1. Install the necessary packages (from Sarge/Stable 2005-08-03). In my case the kernels are the same, so I build on one machine and only need the utils on both nodes:

milo1:/ # apt-get install drbd0.7-module-source module-assistant drbd0.7-utils
milo2:/ # apt-get install drbd0.7-utils

drbd0.7-utils are the administrative utilities; it's a dependency of the module you are about to build, so you might as well install it at the beginning.

2. Build the modules - make sure the source is the correct source for the Xen kernel you are running (as in, already patched and such)

 milo1:/ # ARCH=xen module-assistant --kernel-dir=/usr/src/kernel-source-VERSION build drbd0.7-module

You should end up with something like drbd0.7-module-*.deb in the directory above your kernel source directory.

3. Install and test the module

milo1:/ # dpkg -i /usr/src/drbd0.7-module-*.deb
milo1:/ # update-modules
milo1:/ # modprobe drbd
milo1:/ # lsmod
Module                  Size  Used by
drbd                  147312  2 

Copy drbd0.7-module*.deb to the second node and repeat.

4. Prep your file system

  • You will want physical partitions of the same size on both machines
  • It's probably best to start with clean partitions (I didn't and it was okay, but I'll explain that later)
  • drbd needs about 128M for its meta-data; you can dedicate a partition to that, but it's simpler to allow it to be stored internally. It will grab the space it needs from the end of the partition

5. Configure drbd

You must be able to resolve the remote node by its hostname (this goes for heartbeat as well), so you'll need entries in the hosts files for all the nodes.

# /etc/hosts
127.0.0.1 localhost
192.168.0.1 milo1
192.168.0.2 milo2

Similar (or identical) hardware is best if you have it, but I didn't. I'm posting my configuration as it is - not to be confusing, but to show that you can still get this to work on such a wacky collection of hardware, as long as you are careful about the obvious stuff (such as making sure the partions are the same size).
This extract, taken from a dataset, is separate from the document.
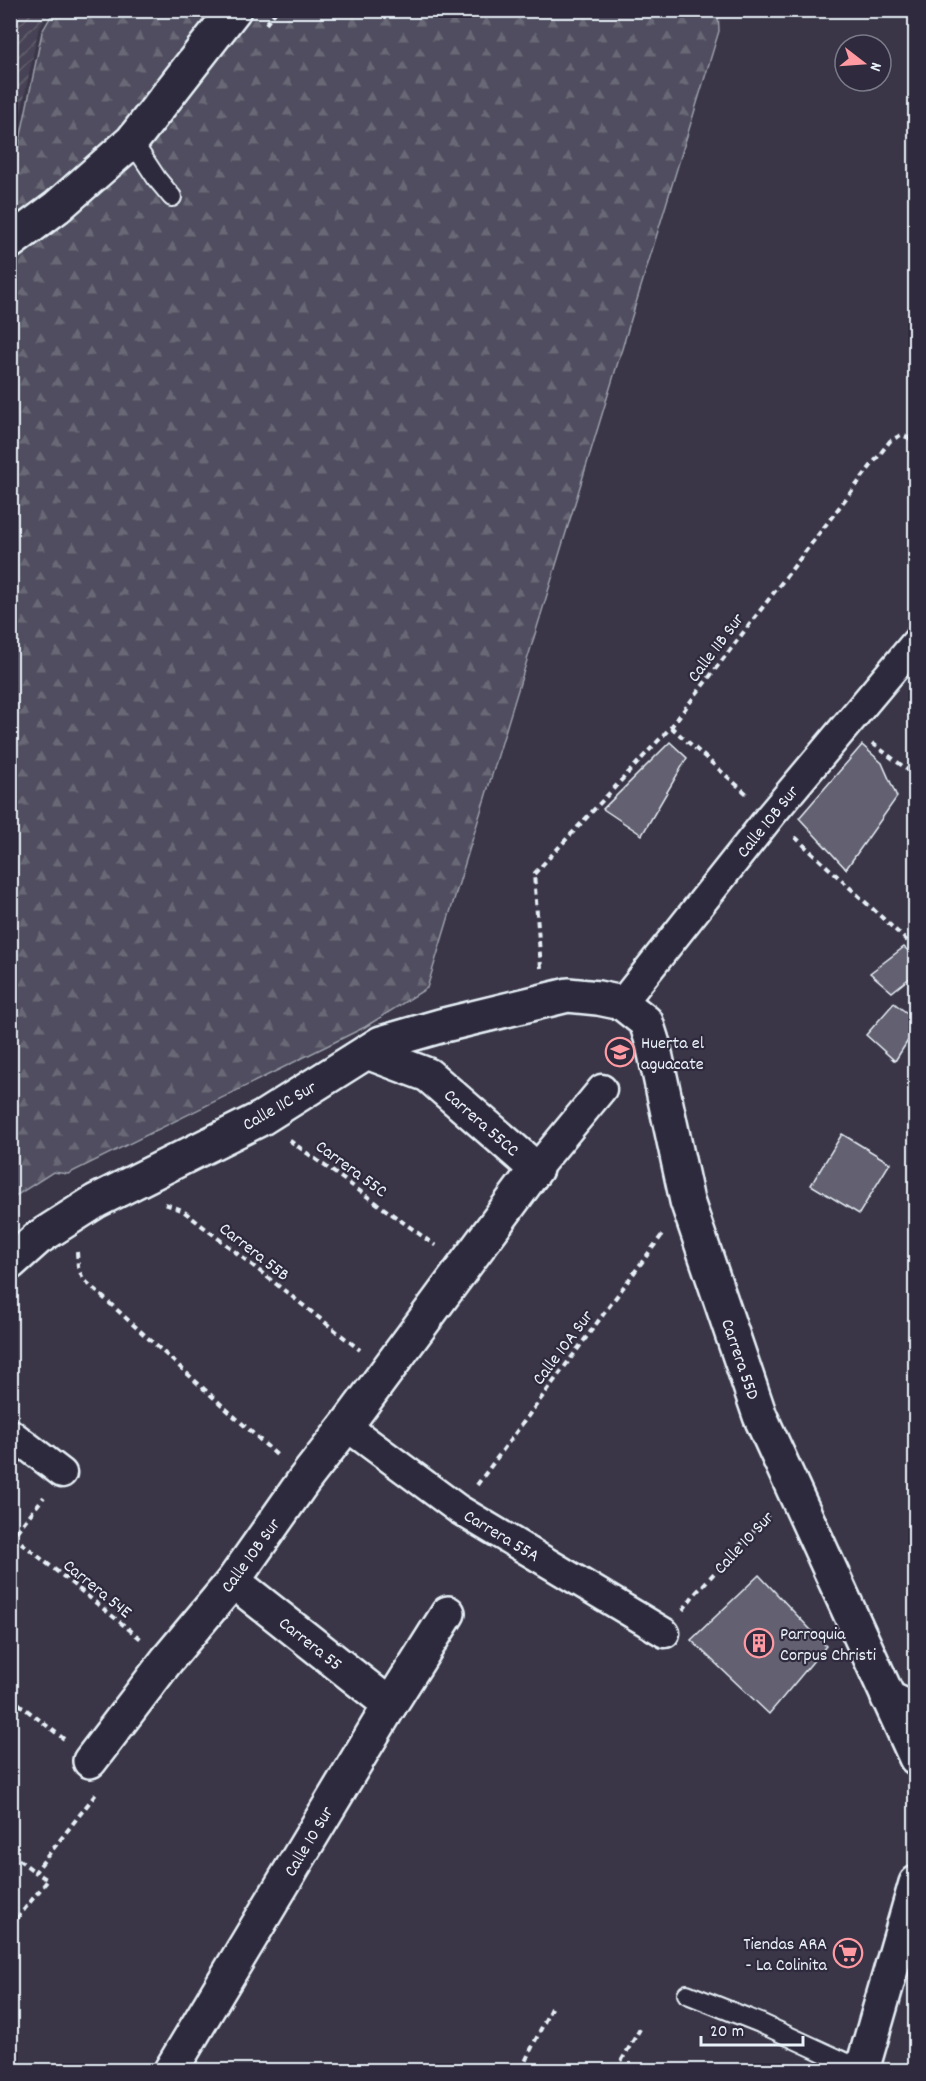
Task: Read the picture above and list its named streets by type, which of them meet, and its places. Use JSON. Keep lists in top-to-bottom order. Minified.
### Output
{"streets":{"street":["Calle 10B Sur","Calle 11C Sur","Carrera 55CC","Carrera 55D","Carrera 55A","Calle 10 Sur","Carrera 55"],"path":["Calle 11B Sur","Carrera 55C","Carrera 55B","Calle 10A Sur","Carrera 54E"]},"crossings":[["Calle 11B Sur","Calle 11C Sur"],["Calle 11B Sur","Carrera 55D"],["Calle 10B Sur","Carrera 55CC"],["Calle 10B Sur","Carrera 55C"],["Calle 10B Sur","Carrera 55B"],["Calle 10B Sur","Carrera 55D"],["Calle 10B Sur","Carrera 55A"],["Calle 10B Sur","Carrera 54E"],["Calle 10B Sur","Carrera 55"],["Calle 11C Sur","Carrera 55CC"],["Calle 11C Sur","Carrera 55D"],["Calle 10A Sur","Carrera 55D"],["Calle 10A Sur","Carrera 55A"],["Carrera 55D","Calle 10 Sur"],["Calle 10 Sur","Carrera 55"]],"places":{"school or university":["Huerta el aguacate"],"building":["Parroquia Corpus Christi"],"supermarket":["Tiendas ARA - La Colinita"]},"scale_bar":"20 m","north":"right"}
If you install from debian there should be a well-annotated sample in /etc/drbd.conf that you will probably want to take at least a quick look at.

 #/etc/drbd.conf
 resource r1 {
   protocol C;
   incon-degr-cmd "echo '!DRBD! pri on incon-degr' | wall ; sleep 60 ; halt -f";
   startup {
     degr-wfc-timeout 90; 
   }

   disk {
     on-io-error   detach;
   }

  syncer {
    rate 10M;
    group 2;
    al-extents 257;
  }

  on milo1 {
    device     /dev/drbd1;
    disk       /dev/sda3;
    address    192.168.0.1:7789;
    meta-disk  internal;
  }

  on milo2 {
    device    /dev/drbd1;
    disk      /dev/hdd3;
    address   192.168.0.2:7789;
    meta-disk internal;
  }
 }

"Device" is the drbd block device - this should be the same on each machine for a given resource. "Disk" is the underlying hardware.

The drbd.conf file should be the same on both nodes, so once you've created it, copy it over to the other machine.

5. Start drbd

Drbd isn't started automatically (make sure the physical partitions that you are about to create your drbd devices upon are not mounted before starting); you'll need to start it on both nodes.
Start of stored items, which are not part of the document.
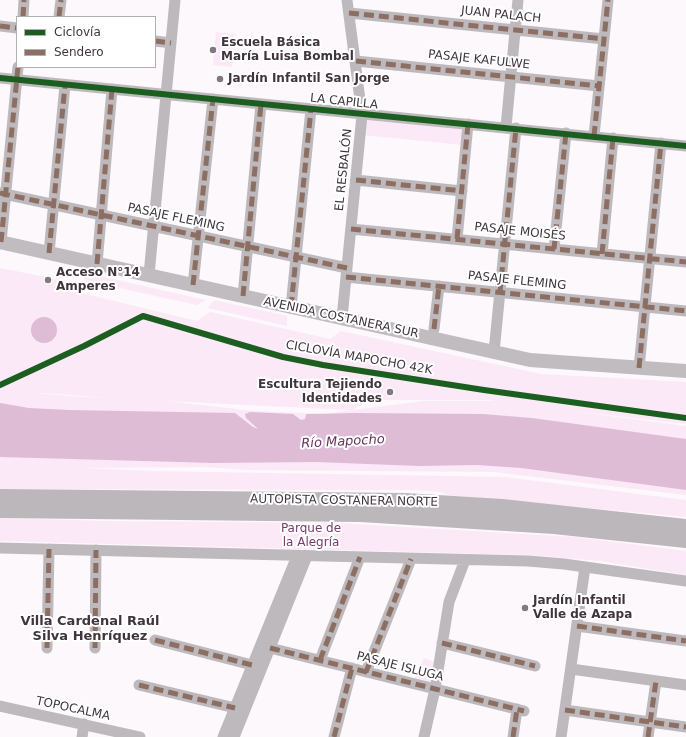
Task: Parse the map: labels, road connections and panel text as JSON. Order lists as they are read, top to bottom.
{
  "streets": {
    "highway": ["AUTOPISTA COSTANERA NORTE"],
    "main road": ["AVENIDA COSTANERA SUR"],
    "street": [
      "JUAN PALACH",
      "PASAJE KAFULWE",
      "LA CAPILLA",
      "EL RESBALÓN",
      "PASAJE FLEMING",
      "PASAJE MOISÉS",
      "PASAJE ISLUGA",
      "TOPOCALMA"
    ],
    "cycle path": ["CICLOVÍA MAPOCHO 42K"]
  },
  "crossings": [
    ["JUAN PALACH", "EL RESBALÓN"],
    ["PASAJE KAFULWE", "EL RESBALÓN"],
    ["LA CAPILLA", "EL RESBALÓN"],
    ["EL RESBALÓN", "PASAJE FLEMING"],
    ["EL RESBALÓN", "PASAJE MOISÉS"],
    ["EL RESBALÓN", "AVENIDA COSTANERA SUR"]
  ],
  "districts": ["Villa Cardenal Raúl Silva Henríquez"],
  "water": ["Río Mapocho"],
  "parks": ["Parque de la Alegría"],
  "places": [
    "Escuela Básica María Luisa Bombal",
    "Jardín Infantil San Jorge",
    "Acceso N°14 Amperes",
    "Escultura Tejiendo Identidades",
    "Jardín Infantil Valle de Azapa"
  ],
  "legend": ["Ciclovía", "Sendero"]
}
milo1:/ #  /etc/init.d/drbd start
milo2:/ #  /etc/init.d/drbd start

drbd devices have two modes - primary and secondary (well, technically three - if a node can't reach the other node, the mode for it is "unknown"). The node needs to be in primary node in order to mount/read the drbd device. drbd will come up on both nodes in "secondary" mode - this way neither node tries to synchronize with the other until it gets further direction from you.

If you had data on a partition on one machine and want to keep it, make sure that you run this command on that machine. If you are starting fresh, it doesn't really matter.
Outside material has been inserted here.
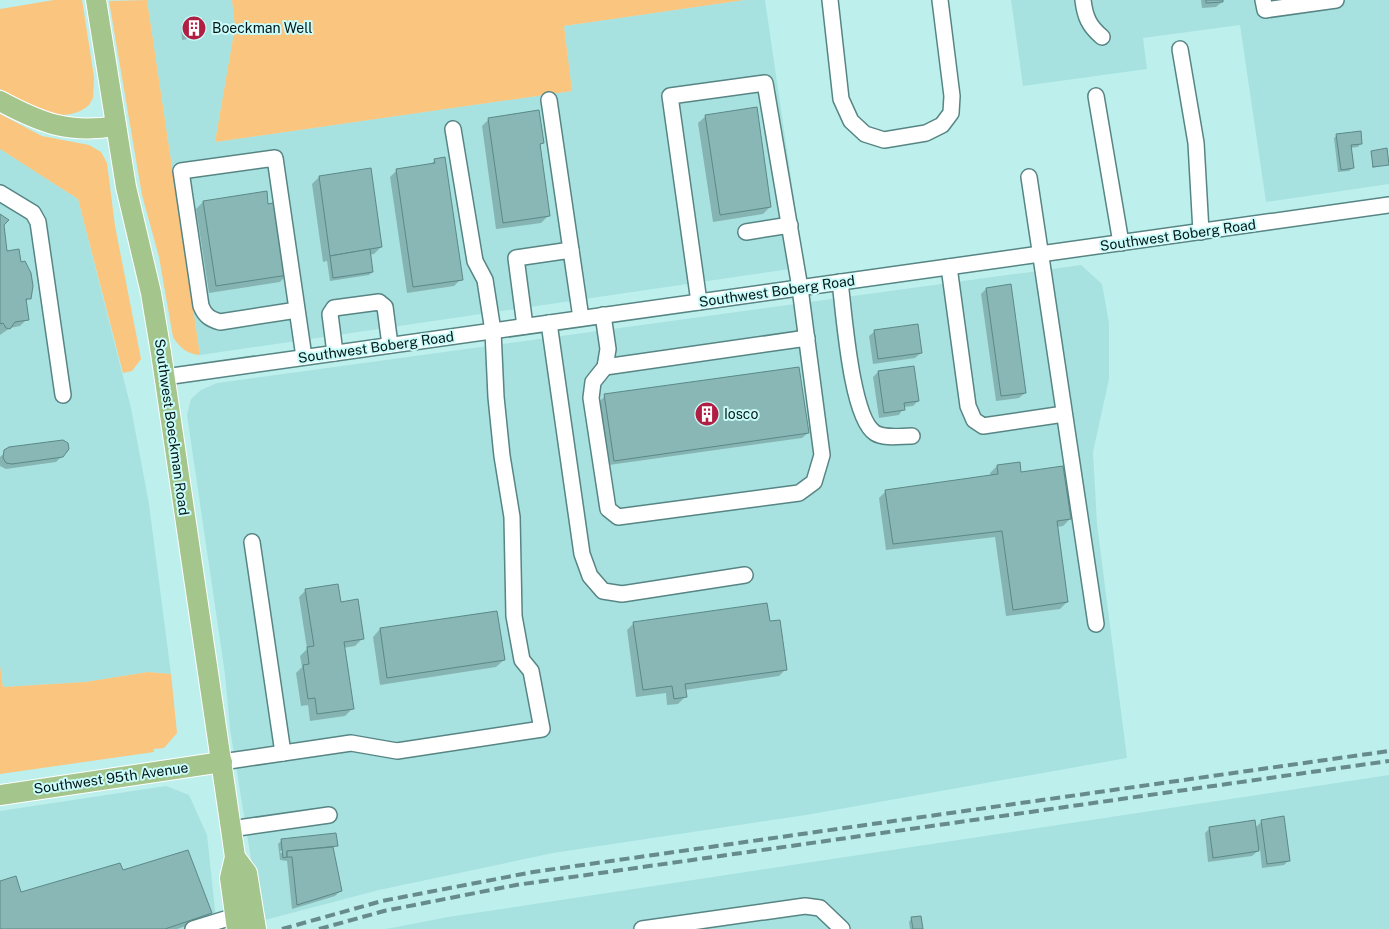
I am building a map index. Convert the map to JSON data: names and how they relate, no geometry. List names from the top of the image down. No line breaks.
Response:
{"streets":{"main road":["Southwest Boeckman Road","Southwest 95th Avenue"],"street":["Southwest Boberg Road"]},"crossings":[["Southwest Boberg Road","Southwest Boeckman Road"],["Southwest Boeckman Road","Southwest 95th Avenue"]],"places":{"building":["Boeckman Well","Iosco"]}}
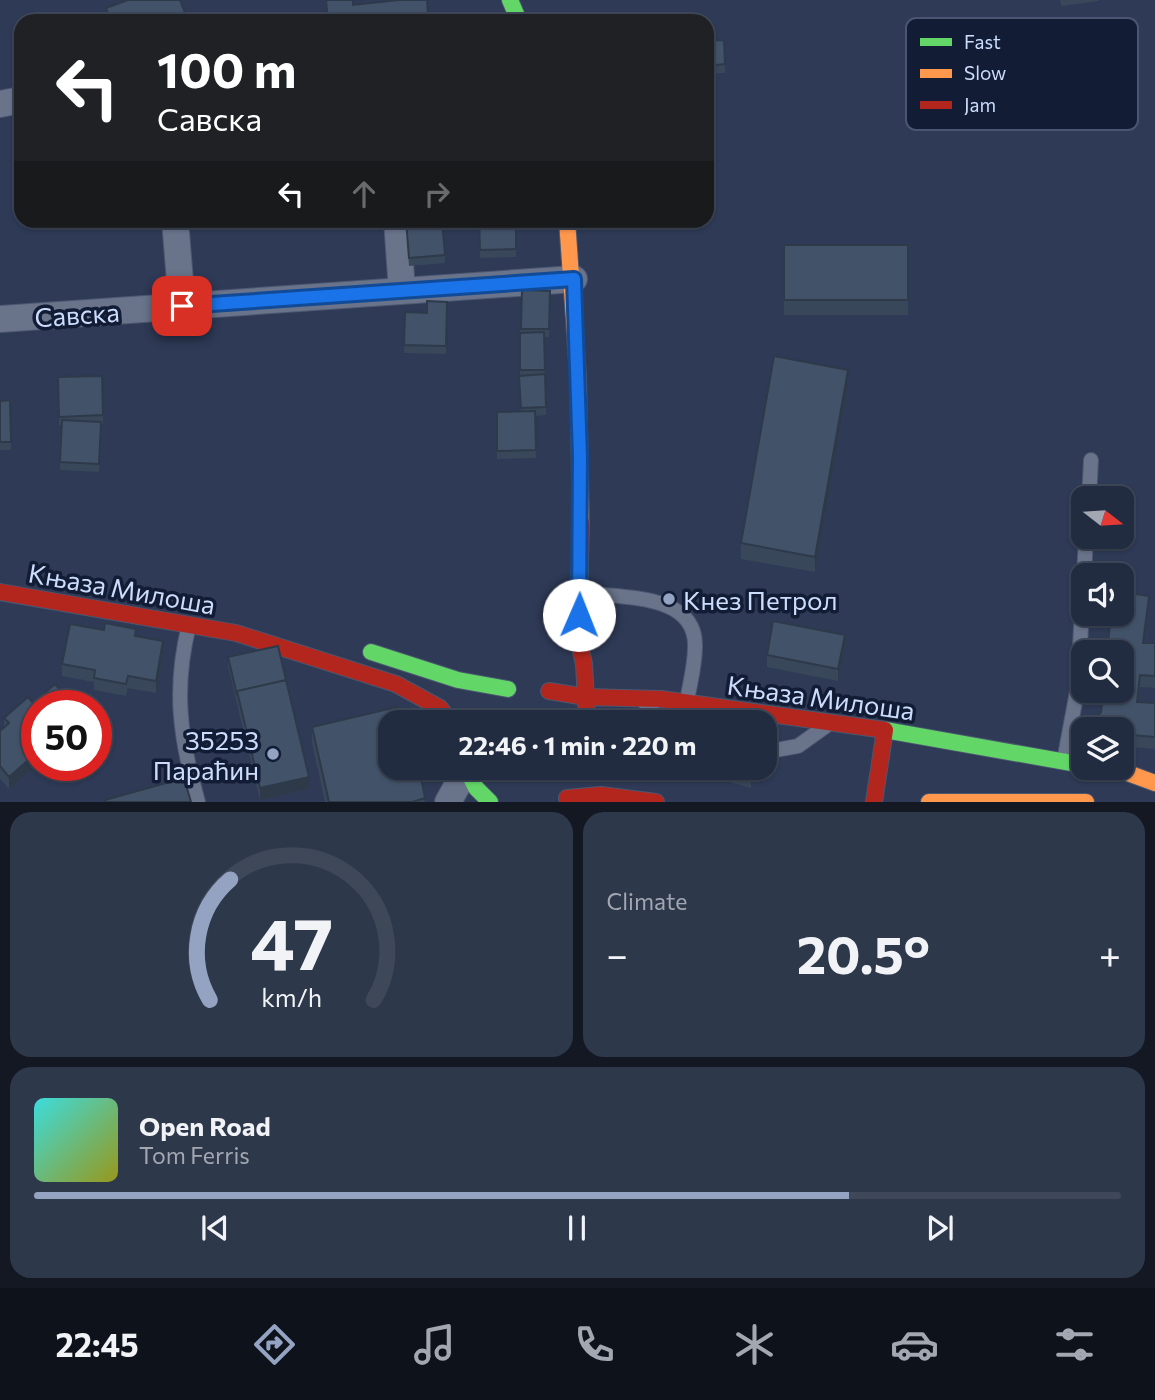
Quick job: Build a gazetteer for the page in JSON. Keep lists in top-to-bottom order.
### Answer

milo1:/ #  drbdsetup /dev/drbd1 primary --do-what-I-say

You can check the drbd status with:

milo1:/ #  cat /proc/drbd
>version: 0.7.10 (api:77/proto:74)
>SVN Revision: 1743 build by phil@mescal, 2005-01-31 12:22:07
>1: cs:Connected st:Secondary/Secondary ld:Consistent
>  ns:1353580 nr:136292 dw:438352 dr:2256514 al:785 bm:1491 lo:0 pe:0 ua:0 ap:0

If you had data on the primary node, you will probably need to wait for the synchronization to complete before moving to the next step.

lvm

1. Install lvm on both nodes

milo1:/# apt-get install lvm2
milo2:/# apt-get install lvm2

If you aren't at all familiar with lvm, you might want to look at the information about LVM on this wiki before moving on. Also, I believe that lvm is active on install, but if not you'll need to do something like "/etc/init.d/lvm start"

2. Edit /etc/lvm/lvm.conf

Normally all physicall partitions are valid for lvm. However, because some of the tools can "see past" the /dev/drbd device to the underlying hardware (a bad thing) we want to change the default configuration so that we look for /dev/drbd devices and not the hardware. Make alterations such as the following to /ect/lvm/lvm.conf (this is based on the previous configurations).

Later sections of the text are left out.